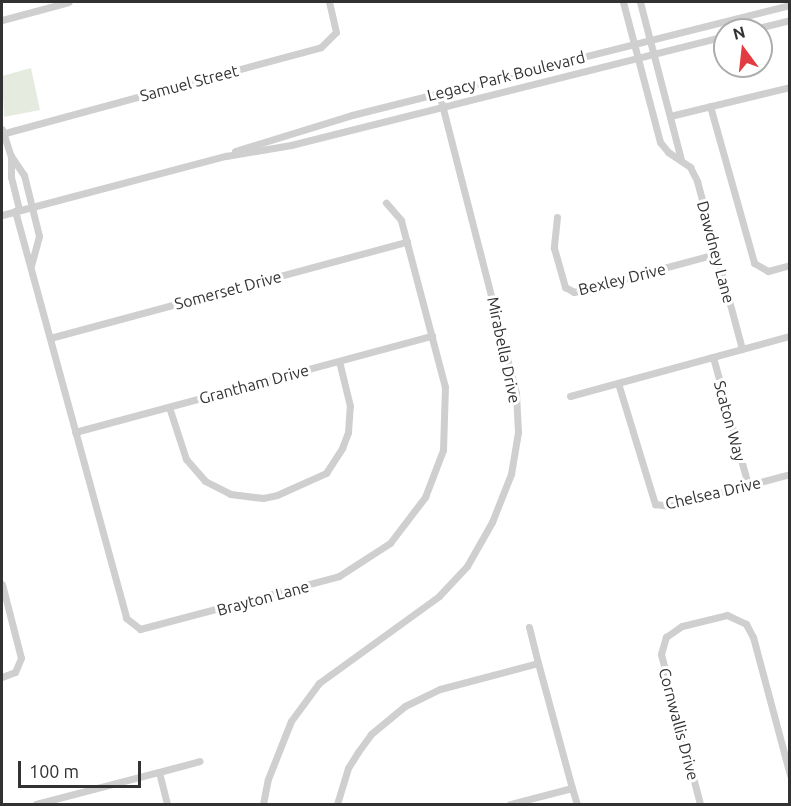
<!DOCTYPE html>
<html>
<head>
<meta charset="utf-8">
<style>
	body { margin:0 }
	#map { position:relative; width:791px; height:806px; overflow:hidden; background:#fff; font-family:Ubuntu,sans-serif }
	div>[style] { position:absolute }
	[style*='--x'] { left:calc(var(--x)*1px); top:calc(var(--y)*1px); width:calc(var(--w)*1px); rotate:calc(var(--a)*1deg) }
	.green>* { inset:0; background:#e5ebde }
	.street>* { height:7px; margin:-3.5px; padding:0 3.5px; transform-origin:3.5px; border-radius:3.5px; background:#cfcfcf }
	span { translate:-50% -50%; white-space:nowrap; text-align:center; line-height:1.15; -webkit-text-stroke:6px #fff; paint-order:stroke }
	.street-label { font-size:16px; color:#323232 }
	.frame { position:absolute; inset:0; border:3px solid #323232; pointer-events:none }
	.north { position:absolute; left:713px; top:18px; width:60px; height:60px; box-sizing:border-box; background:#fff; border:2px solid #adadad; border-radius:50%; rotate:345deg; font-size:16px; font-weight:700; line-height:24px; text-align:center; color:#323232 }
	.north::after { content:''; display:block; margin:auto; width:21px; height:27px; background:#e23b42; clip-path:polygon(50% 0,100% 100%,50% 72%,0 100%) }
	.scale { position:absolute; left:18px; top:761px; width:123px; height:27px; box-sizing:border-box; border:3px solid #323232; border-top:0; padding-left:8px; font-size:18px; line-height:21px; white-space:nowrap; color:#323232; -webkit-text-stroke:4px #fff; paint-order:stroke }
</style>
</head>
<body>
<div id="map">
	<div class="green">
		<div style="clip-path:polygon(31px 68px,40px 110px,4px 117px,2px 76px)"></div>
	</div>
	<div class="street">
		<div style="--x:623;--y:2;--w:145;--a:75.2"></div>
		<div style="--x:660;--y:142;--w:13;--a:51"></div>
		<div style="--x:668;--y:152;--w:27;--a:34"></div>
		<div style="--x:690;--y:167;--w:16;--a:63"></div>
		<div style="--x:697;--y:181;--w:174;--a:75"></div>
		<div style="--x:640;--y:2;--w:162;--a:75.4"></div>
		<div style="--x:2;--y:20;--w:69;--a:-15"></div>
		<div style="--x:750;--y:30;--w:41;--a:-14"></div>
		<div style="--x:710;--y:106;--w:163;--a:74.3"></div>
		<div style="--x:754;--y:263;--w:16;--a:30"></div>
		<div style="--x:768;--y:271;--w:23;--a:-15"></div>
		<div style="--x:670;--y:116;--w:123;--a:-13.6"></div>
		<div style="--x:2;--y:129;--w:28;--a:72"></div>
		<div style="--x:11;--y:156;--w:21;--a:90"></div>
		<div style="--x:11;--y:177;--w:34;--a:76"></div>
		<div style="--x:5;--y:133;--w:327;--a:-15.2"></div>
		<div style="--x:321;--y:47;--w:21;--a:-45"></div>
		<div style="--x:336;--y:32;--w:31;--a:-103"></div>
		<div style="--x:235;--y:151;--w:122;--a:-17.1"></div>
		<div style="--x:352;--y:115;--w:452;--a:-14.1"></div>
		<div style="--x:11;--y:156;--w:23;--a:56"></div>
		<div style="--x:24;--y:175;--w:63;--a:76.2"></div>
		<div style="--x:39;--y:236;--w:30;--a:105"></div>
		<div style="--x:15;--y:211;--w:422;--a:74.7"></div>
		<div style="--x:126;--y:618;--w:18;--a:38"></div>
		<div style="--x:140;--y:629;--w:206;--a:-14.9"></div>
		<div style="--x:339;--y:576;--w:61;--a:-32.9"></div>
		<div style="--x:390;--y:543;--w:58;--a:-52.7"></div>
		<div style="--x:425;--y:497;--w:50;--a:-69"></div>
		<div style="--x:443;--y:450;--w:63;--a:-88.2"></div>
		<div style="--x:445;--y:387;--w:173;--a:-104.8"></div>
		<div style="--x:401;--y:220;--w:23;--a:-131"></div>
		<div style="--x:2;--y:215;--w:232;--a:-14.8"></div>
		<div style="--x:226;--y:156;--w:66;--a:-9.6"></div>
		<div style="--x:291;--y:145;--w:447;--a:-14.1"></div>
		<div style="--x:557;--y:217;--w:31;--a:96"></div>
		<div style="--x:554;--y:248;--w:41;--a:74.2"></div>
		<div style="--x:565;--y:287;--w:10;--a:29"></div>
		<div style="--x:574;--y:292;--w:147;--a:-15"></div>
		<div style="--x:50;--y:338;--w:370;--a:-15.1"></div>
		<div style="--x:713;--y:357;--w:133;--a:74.7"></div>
		<div style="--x:618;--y:383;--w:127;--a:73"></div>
		<div style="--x:655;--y:504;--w:15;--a:8"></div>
		<div style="--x:670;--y:506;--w:124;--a:-14.9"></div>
		<div style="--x:570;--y:396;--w:228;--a:-15.3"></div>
		<div style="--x:169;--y:407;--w:55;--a:71.9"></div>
		<div style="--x:186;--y:459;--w:29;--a:49"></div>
		<div style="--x:205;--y:481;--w:28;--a:27"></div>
		<div style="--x:230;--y:494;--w:33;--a:7"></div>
		<div style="--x:263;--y:498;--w:14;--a:-12"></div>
		<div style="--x:277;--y:495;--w:54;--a:-24.2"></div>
		<div style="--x:326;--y:473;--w:30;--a:-57"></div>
		<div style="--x:342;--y:448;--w:17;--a:-69"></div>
		<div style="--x:348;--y:432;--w:26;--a:-86"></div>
		<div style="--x:350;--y:406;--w:46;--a:-103.7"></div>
		<div style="--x:75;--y:432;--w:370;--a:-15.1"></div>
		<div style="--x:2;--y:584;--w:76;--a:75.6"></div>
		<div style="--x:21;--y:658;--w:15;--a:113"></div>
		<div style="--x:15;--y:672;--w:14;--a:159"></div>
		<div style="--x:529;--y:627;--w:37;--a:76"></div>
		<div style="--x:159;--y:772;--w:42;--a:-15"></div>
		<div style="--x:572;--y:788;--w:17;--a:73"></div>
		<div style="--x:36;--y:804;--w:127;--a:-14.6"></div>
		<div style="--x:159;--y:772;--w:33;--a:76"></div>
		<div style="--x:263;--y:804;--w:25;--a:-79"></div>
		<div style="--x:268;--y:779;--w:62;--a:-68.4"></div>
		<div style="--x:291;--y:721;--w:47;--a:-53.6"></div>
		<div style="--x:319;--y:683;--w:148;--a:-35.9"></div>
		<div style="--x:439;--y:596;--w:41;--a:-47"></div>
		<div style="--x:467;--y:566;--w:51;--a:-60.4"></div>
		<div style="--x:492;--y:522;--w:52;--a:-68.4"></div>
		<div style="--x:511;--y:474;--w:43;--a:-80.5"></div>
		<div style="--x:518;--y:432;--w:39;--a:-93"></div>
		<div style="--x:516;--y:393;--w:310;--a:-104.4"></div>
		<div style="--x:337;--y:804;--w:38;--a:-73"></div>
		<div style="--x:348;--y:768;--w:19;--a:-58"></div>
		<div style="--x:358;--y:752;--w:22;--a:-54"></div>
		<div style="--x:371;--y:734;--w:44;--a:-39.5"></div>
		<div style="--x:405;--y:706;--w:39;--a:-26"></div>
		<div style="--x:440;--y:689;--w:101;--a:-14.9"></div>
		<div style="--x:538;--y:663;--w:130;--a:74.8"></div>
		<div style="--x:572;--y:788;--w:64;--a:165.5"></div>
		<div style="--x:700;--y:804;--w:155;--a:-104.6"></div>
		<div style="--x:661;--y:654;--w:18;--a:-74"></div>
		<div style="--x:666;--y:637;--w:19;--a:-35"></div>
		<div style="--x:682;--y:626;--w:46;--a:-13.7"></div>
		<div style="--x:727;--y:615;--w:21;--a:25"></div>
		<div style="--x:746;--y:624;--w:15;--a:62"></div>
		<div style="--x:753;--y:637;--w:143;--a:75"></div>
	</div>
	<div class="street-label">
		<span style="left:506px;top:76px;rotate:-14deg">Legacy Park Boulevard</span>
		<span style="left:189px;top:83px;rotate:-15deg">Samuel Street</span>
		<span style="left:716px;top:252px;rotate:75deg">Dawdney Lane</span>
		<span style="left:622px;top:279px;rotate:-14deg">Bexley Drive</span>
		<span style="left:228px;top:290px;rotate:-15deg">Somerset Drive</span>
		<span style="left:504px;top:350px;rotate:78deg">Mirabella Drive</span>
		<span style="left:254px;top:384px;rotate:-15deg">Grantham Drive</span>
		<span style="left:730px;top:421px;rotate:75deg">Scaton Way</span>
		<span style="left:713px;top:493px;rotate:-13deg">Chelsea Drive</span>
		<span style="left:263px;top:598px;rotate:-15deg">Brayton Lane</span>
		<span style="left:679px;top:724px;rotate:75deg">Cornwallis Drive</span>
	</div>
	<div class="frame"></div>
	<div class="north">N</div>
	<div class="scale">100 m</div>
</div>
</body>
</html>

--- ASSIGNMENT ---
Repeat exactly the lines from the first line of the records above through the line containing "position:absolute; left:713px; top:18px;", both included. Leave out the pictures.

--- RESPONSE AREA ---
<!DOCTYPE html>
<html>
<head>
<meta charset="utf-8">
<style>
	body { margin:0 }
	#map { position:relative; width:791px; height:806px; overflow:hidden; background:#fff; font-family:Ubuntu,sans-serif }
	div>[style] { position:absolute }
	[style*='--x'] { left:calc(var(--x)*1px); top:calc(var(--y)*1px); width:calc(var(--w)*1px); rotate:calc(var(--a)*1deg) }
	.green>* { inset:0; background:#e5ebde }
	.street>* { height:7px; margin:-3.5px; padding:0 3.5px; transform-origin:3.5px; border-radius:3.5px; background:#cfcfcf }
	span { translate:-50% -50%; white-space:nowrap; text-align:center; line-height:1.15; -webkit-text-stroke:6px #fff; paint-order:stroke }
	.street-label { font-size:16px; color:#323232 }
	.frame { position:absolute; inset:0; border:3px solid #323232; pointer-events:none }
	.north { position:absolute; left:713px; top:18px; width:60px; height:60px; box-sizing:border-box; background:#fff; border:2px solid #adadad; border-radius:50%; rotate:345deg; font-size:16px; font-weight:700; line-height:24px; text-align:center; color:#323232 }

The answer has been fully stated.